En 1992 paraissait Le kaffir du Karthala aux éditions L’Harmattan. Un roman ambitieux sur une situation politique des plus explosives : les Comores sous le régime des mercenaires. L’auteur, Mohamed Toihiri, y racontait de quelle manière le Dr Idi Wa Mazamba, condamné à une mort certaine par un cancer, décidait de se sacrifier au service de son peuple, tout en critiquant le ronronnement dans lequel se réfugiait une certaine élite intellectuelle. Entretien avec l’auteur.
Que dites-vous de la grande solitude de l’intellectuel comorien ? Obligé de se terrer dans le silence sous peine de voir ses convictions mises à mal par l’opinion du grand nombre…
MOHAMED TOIHIRI : Si on appelle « solitude » cette île d’incompréhension ou cette impression de ne pas parler la même langue que les autres alors que l’on partage la même langue maternelle, et bien oui ! C’est vrai que l’intellectuel comorien vit une véritable « rupture » avec la société. Il y a comme une « fêlure intérieure ». Néanmoins, je crois qu’il est possible de dire qui on est et qu’est-ce que l’on pense, même si ce que l’on est et ce que l’on pense sont immédiatement qualifiés d’iconoclastes.
Dans Le Kaffir… votre narrateur n’y allait pas de main morte : « L’intellectuel comorien, cet homme, ancien rebelle de la pensée, tombé dans l’imitation coutumière la plus servile. Plus de pensée libre, ni de libre pensée. On le voyait souvent appuyer le conformisme le plus roide. Son « moi » social était surdéveloppé. Il ne pensait plus qu’à son shewo, cet honneur social dans lequel il se drapait avec des airs de vierge effarouchée. Il redevenait le doux fils du clan et de la caste ».
MOHAMED TOIHIRI : Absolument. Je continue à penser que le « moi » coutumier de certains « intellectuels » est « boursouflé ». Pas seulement ce « moi » coutumier, mais leur « moi » tout court. Pourriez-vous d’ailleurs nous aider un jour à définir ce terme dans son contexte comorien ? Rien n’est plus « horripilant » que cet intellectuel qui se dit intellectuel comme s’il suffisait de la méthode Coué pour que cela soit. Je crois que ce renversement de valeurs, qui fait que l’intellectuel n’existe que par sa pesanteur sociale, est dû au fait qu’il n’existe pas – hélas! chez nous – un terrain favorable pour l’exercice ludique de la pensée. Ce que Montaigne a appelé le jeu. Est-ce dû à la peur de froisser un tel ou un tel que l’on risque de rencontrer le lendemain dans la rue ?

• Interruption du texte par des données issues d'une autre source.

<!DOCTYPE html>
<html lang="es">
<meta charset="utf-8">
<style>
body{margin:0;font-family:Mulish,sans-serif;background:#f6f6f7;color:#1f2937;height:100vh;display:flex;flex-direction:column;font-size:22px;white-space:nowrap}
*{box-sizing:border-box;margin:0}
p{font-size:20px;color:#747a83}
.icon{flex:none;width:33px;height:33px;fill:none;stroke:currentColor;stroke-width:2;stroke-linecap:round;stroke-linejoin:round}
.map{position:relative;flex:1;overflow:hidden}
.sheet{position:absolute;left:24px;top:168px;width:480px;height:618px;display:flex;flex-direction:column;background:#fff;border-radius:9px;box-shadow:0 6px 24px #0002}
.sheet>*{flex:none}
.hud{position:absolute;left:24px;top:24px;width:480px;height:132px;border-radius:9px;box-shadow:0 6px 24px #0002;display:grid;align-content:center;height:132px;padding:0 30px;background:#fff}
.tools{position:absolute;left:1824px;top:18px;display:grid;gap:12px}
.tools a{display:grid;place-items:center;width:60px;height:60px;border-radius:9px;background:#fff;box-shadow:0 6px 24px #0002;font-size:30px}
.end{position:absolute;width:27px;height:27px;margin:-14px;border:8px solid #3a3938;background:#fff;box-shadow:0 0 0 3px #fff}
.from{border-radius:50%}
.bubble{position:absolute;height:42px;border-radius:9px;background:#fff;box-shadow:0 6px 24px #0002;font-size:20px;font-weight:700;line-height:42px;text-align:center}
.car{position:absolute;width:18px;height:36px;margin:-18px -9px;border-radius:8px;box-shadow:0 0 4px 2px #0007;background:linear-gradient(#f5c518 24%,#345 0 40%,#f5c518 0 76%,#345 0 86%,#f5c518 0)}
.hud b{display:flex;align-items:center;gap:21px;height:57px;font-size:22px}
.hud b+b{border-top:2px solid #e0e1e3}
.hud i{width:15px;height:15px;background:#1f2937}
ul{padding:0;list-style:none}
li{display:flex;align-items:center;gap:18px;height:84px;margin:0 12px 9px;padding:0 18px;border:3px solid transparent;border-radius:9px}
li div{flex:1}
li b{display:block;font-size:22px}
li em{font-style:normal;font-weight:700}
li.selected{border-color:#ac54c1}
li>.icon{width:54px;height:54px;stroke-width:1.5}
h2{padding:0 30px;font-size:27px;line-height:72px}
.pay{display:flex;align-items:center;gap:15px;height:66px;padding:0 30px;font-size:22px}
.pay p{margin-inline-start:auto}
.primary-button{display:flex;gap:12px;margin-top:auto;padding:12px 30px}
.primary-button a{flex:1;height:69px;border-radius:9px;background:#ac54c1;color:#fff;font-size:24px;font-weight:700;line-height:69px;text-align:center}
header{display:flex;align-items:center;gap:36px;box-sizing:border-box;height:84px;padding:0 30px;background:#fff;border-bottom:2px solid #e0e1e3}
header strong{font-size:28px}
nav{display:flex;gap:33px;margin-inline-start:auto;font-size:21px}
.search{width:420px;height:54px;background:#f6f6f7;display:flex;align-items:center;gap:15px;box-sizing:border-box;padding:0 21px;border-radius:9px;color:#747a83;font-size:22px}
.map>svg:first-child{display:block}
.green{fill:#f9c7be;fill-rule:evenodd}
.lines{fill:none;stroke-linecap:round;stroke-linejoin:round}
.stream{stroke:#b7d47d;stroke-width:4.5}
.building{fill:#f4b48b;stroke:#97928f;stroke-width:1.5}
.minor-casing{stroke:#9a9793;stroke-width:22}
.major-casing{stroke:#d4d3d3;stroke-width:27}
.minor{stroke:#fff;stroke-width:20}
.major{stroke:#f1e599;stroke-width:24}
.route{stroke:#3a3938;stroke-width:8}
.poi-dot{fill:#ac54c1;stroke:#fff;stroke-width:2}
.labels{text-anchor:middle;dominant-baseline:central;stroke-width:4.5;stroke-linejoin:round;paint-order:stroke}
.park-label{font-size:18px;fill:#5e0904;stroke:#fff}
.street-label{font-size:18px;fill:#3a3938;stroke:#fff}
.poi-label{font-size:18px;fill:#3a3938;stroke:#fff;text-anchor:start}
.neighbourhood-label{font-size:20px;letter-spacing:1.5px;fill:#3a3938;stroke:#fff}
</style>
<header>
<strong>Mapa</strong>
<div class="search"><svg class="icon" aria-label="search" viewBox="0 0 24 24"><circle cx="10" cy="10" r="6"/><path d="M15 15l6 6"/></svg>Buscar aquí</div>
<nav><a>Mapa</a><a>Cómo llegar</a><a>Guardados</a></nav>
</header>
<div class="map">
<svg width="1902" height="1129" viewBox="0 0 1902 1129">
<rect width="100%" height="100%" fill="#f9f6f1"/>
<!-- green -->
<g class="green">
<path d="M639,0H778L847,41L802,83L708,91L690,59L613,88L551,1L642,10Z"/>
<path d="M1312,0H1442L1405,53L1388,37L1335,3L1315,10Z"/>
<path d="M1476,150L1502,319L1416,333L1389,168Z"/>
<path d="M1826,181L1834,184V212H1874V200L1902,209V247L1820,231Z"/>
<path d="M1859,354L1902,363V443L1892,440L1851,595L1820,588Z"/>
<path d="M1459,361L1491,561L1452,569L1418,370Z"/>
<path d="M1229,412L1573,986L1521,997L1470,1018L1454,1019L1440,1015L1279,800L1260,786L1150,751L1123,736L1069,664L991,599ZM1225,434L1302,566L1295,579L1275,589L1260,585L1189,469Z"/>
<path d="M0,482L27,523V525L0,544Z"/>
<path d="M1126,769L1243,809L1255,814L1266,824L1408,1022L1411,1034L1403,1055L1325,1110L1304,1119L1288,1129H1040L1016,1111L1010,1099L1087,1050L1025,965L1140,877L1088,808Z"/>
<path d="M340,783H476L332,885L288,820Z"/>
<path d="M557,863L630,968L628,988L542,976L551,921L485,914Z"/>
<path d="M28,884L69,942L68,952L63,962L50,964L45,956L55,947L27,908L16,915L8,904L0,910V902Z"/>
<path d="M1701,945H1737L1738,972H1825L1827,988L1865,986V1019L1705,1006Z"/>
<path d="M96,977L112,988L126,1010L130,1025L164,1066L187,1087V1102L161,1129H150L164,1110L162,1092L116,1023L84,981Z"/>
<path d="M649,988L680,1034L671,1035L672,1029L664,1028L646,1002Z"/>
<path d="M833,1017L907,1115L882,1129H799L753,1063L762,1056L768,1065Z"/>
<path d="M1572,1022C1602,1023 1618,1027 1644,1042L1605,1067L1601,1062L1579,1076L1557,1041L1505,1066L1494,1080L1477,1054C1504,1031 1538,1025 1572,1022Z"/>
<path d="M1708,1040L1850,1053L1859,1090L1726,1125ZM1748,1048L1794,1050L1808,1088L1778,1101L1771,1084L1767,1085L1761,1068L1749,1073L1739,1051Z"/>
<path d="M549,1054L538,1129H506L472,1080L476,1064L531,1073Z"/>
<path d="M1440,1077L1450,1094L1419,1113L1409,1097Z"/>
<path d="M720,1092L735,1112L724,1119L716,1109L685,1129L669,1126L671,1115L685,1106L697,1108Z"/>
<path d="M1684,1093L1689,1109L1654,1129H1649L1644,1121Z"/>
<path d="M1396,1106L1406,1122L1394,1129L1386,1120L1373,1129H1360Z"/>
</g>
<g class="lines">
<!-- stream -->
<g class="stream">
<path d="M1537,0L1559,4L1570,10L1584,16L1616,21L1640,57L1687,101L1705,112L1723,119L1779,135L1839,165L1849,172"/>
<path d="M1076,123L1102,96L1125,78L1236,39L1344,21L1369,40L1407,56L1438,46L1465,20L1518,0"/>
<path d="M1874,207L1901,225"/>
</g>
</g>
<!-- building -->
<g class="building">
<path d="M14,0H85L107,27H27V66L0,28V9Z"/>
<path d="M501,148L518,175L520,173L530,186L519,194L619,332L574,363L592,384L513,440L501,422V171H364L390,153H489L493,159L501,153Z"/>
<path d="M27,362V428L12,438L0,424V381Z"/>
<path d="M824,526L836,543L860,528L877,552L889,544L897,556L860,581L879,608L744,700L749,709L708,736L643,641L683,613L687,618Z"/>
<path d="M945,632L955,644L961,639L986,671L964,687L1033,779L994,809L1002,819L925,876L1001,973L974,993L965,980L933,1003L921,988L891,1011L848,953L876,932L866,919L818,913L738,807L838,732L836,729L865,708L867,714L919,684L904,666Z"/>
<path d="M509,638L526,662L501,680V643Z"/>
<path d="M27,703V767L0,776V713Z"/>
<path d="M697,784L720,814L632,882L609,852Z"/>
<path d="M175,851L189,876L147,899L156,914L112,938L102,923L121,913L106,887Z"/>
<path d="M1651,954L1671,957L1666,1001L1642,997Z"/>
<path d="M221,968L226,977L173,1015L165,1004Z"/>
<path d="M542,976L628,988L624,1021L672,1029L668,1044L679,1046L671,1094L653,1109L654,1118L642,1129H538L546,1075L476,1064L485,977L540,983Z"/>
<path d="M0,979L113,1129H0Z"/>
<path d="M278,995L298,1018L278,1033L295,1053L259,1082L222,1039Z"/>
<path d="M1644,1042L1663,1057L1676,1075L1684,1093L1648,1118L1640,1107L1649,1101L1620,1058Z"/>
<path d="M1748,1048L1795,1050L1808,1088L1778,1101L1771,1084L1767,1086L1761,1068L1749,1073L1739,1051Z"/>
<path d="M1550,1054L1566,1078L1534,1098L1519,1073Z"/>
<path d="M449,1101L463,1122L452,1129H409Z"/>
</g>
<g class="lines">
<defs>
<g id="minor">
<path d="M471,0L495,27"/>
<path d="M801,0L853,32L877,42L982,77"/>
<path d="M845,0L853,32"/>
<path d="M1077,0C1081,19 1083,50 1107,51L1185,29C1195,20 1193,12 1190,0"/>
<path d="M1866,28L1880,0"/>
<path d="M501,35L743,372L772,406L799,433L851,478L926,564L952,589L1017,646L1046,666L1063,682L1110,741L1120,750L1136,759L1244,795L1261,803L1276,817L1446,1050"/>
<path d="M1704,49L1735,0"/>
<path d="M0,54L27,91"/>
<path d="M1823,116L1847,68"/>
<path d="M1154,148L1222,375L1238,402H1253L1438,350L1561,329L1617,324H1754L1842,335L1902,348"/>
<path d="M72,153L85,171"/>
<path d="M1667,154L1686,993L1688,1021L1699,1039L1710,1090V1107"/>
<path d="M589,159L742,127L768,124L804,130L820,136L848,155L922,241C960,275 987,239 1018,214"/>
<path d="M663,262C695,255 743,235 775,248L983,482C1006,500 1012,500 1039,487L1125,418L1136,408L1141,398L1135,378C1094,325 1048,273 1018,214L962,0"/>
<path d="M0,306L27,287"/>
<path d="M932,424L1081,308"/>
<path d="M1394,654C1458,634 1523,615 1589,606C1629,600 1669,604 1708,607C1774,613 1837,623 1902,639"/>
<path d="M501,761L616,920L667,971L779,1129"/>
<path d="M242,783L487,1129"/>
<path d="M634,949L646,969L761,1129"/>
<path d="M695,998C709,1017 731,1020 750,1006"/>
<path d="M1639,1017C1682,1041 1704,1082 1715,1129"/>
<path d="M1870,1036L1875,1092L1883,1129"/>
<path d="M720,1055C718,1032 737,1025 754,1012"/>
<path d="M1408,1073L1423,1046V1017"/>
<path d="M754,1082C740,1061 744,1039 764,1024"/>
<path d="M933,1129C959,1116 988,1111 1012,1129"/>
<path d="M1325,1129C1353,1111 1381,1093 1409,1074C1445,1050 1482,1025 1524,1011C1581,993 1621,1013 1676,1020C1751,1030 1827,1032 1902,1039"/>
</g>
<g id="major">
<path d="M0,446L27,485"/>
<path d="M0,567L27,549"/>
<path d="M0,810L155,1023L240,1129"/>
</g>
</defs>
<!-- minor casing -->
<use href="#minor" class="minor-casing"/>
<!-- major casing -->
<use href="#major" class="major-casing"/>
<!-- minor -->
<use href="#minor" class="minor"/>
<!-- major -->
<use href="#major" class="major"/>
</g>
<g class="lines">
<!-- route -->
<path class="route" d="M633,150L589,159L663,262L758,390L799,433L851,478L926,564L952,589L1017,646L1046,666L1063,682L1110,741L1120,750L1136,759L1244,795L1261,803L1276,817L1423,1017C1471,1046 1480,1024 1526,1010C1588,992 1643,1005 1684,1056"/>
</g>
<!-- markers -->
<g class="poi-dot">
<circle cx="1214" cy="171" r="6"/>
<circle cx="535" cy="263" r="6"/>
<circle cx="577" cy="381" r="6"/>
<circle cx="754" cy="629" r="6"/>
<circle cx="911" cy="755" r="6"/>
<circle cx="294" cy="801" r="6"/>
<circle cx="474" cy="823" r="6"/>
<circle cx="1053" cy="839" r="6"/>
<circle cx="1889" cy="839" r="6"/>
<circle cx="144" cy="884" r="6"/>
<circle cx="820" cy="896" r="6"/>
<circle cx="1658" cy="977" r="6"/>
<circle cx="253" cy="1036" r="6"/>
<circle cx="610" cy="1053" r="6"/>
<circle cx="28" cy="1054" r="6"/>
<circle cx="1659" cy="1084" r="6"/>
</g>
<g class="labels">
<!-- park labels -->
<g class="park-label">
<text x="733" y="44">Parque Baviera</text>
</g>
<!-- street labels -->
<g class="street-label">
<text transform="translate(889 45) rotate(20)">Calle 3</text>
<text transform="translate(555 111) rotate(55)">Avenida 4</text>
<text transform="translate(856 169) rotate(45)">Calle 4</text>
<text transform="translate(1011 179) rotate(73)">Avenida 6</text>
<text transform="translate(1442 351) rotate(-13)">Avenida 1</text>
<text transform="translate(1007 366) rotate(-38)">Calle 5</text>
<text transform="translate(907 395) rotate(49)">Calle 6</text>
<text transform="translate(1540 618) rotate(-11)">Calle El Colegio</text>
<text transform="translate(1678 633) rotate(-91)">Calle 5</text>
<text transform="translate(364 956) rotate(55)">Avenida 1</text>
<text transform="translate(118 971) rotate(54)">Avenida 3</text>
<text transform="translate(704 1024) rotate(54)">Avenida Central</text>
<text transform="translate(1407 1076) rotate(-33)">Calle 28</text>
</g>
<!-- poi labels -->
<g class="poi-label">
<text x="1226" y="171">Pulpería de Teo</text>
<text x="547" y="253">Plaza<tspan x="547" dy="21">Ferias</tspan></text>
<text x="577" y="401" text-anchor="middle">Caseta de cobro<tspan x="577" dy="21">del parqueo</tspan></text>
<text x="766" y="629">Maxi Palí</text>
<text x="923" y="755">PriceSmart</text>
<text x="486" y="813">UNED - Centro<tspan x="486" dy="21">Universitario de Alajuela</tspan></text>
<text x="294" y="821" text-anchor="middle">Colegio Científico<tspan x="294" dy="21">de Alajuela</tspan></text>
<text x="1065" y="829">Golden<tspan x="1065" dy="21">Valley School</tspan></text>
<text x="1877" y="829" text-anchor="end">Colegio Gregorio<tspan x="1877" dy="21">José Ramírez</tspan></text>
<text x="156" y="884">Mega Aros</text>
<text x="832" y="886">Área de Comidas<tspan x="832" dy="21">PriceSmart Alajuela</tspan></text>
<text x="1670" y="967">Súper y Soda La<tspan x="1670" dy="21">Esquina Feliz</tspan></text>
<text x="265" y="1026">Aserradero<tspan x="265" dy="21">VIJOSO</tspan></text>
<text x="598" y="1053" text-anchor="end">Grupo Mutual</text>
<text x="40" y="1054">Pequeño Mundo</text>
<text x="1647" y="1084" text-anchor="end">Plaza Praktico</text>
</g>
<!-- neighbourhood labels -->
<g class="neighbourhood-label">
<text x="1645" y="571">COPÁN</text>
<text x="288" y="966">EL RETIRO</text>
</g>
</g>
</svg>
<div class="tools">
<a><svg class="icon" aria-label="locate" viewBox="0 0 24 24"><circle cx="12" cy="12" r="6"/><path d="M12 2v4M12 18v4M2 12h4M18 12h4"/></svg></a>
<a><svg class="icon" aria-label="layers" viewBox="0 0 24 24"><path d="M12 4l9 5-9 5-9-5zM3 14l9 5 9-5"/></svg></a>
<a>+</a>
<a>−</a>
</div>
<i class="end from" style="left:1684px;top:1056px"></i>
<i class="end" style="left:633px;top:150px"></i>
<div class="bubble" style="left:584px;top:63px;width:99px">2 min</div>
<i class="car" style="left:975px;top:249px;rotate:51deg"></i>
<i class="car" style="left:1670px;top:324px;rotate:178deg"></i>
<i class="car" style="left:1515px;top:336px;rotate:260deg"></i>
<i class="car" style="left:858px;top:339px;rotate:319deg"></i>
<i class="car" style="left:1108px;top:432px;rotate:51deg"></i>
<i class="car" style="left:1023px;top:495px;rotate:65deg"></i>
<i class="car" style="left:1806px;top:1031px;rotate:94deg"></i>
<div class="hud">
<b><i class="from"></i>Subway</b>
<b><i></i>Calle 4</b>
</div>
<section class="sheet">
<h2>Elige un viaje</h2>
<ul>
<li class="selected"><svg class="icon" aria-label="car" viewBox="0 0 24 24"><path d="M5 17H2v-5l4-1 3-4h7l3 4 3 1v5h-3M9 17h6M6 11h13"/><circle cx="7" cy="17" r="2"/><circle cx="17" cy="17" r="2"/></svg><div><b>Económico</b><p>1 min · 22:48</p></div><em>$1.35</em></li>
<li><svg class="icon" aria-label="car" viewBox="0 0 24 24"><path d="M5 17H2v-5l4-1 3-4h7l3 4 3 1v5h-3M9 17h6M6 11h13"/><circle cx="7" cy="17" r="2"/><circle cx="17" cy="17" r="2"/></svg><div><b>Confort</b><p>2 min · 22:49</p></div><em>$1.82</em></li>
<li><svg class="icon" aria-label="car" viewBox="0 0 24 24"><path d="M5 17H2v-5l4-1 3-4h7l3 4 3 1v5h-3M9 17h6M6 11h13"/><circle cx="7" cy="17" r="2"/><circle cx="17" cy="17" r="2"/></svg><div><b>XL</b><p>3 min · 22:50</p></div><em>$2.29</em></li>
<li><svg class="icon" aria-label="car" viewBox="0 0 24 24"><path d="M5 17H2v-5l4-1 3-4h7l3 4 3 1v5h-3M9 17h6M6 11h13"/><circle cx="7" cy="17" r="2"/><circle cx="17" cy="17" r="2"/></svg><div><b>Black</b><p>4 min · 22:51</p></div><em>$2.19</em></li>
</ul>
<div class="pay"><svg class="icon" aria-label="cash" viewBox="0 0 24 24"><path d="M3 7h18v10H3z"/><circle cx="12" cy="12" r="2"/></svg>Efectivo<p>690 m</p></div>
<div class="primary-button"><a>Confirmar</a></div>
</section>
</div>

Mohamed Toihiri, lors d’une rencontre au Muzdalifa House.
Votre personnage principal, lui, se sacrifie à la fin du Kaffir… au nom de sa liberté et au nom de la mémoire. Héros suicidaire ! Est-ce le prix à payer pour qu’un intellectuel puisse s’exprimer dans cette réalité comorienne ?
MOHAMED TOIHIRI : Je crois, hélas, que tant que ceux qui se disent intellectuels ou « cadres » – pitié ! pitié !- ou les « jeunes » politiques n’auront pas suffisamment de culture démocratique pour accepter la critique, pour accepter de voir leur nom ou leur photo apparaître sans leur aval, ce saut délicieusement vertigineux sera nécessaire. Comme quoi ce n’est pas parce que l’on a passé deux ans à Dakar ou à Amiens ou Rabat que l’on a une culture démocratique, et ce n’est pas parce que l’on se dit jeune que l’on est démocrate.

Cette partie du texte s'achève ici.